F5 No conversion or exercise price or exercise or expiration date applies. Under the terms of the Stock Incentive Plan (SIP), all, some or none of the underlying securities will be earned depending on the Company's performance relative to an industry peer group over a three-year performance period ending 12/31/2027. Determination of number of underlying securities that have been earned, if any, will be made by the People and Compensation Committee in January 2028.
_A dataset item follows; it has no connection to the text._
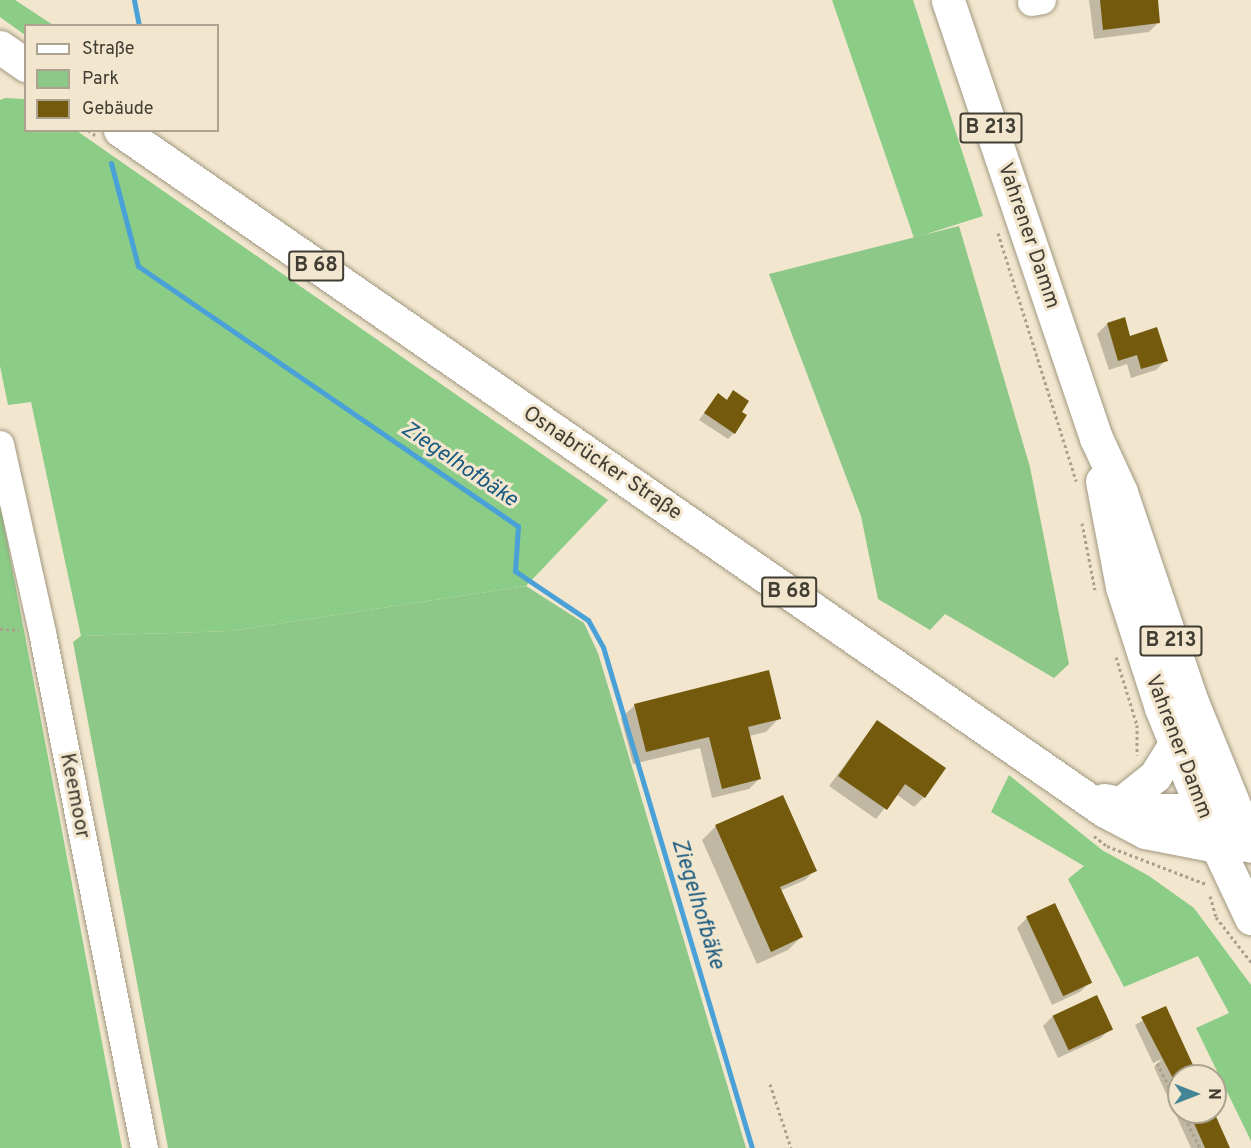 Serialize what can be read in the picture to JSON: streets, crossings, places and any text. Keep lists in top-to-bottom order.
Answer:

F6 As of 02/03/2025, total performance units beneficially owned is 118,139.018. This total includes the 01/27/2022 grant of 8,323.817 performance units, the three 01/20/2023 grants of (a) 18,716.551, (b) 9,358.813, and (c) 9,358.813 performance units and the three 01/25/2024 grants of (a) 18,746.494, (b) 9,373.765, and (c) 9,373.765 performance units, plus in each case, the incremental addition of performance units credited to the original grant in amounts equal to dividend equivalents deemed earned on shares underlying such performance units, and the three 01/30/2025 grants of (a) 17,443, (b) 8,722, and (c) 8,722 performance units.
F7 No conversion or exercise price or exercise or expiration date applies. Under the terms of the Stock Incentive Plan (SIP), all, some or none of the underlying securities will be earned depending on the Company's earnings growth over a three-year performance period ending 12/31/2027. Determination of number of underlying securities that have been earned, if any, will be made by the People and Compensation Committee in January 2028.
F8 No conversion or exercise price or exercise or expiration date applies. Under the terms of the Stock Incentive Plan (SIP), all, some or none of the underlying securities will be earned depending on the Company's achievement of certain long-term sustainability-related metrics over a three-year performance period ending 12/31/2027. Determination of number of underlying securities that have been earned, if any, will be made by the People and Compensation Committee in January 2028.
F9 No conversion or exercise price or exercise or expiration date applies. Under the terms of the Stock Incentive Plan (SIP), the underlying securities were earned (157.10%) based on the Company's performance relative to an industry peer group over a three-year performance period ending 12/31/2024. Determination of the percentage of the award earned was made by the People and Compensation Committee on 01/30/2025 and calculation of the underlying shares to be delivered, net of withholding, was completed on 01/30/2025.
F10 Total includes the reinvestment of dividends.
F11 No conversion or exercise price or exercise or expiration date applies. Under the terms of the Stock Incentive Plan (SIP), the underlying securities were earned (195.64%) based on the Company's achievements of certain ESG-related metrics over a three-year performance period ending 12/31/2024. Determination of the percentage of the award earned was made by the People and Compensation Committee on 01/30/2025 and calculation of the underlying shares to be delivered, net of withholding, was completed on 01/30/2025.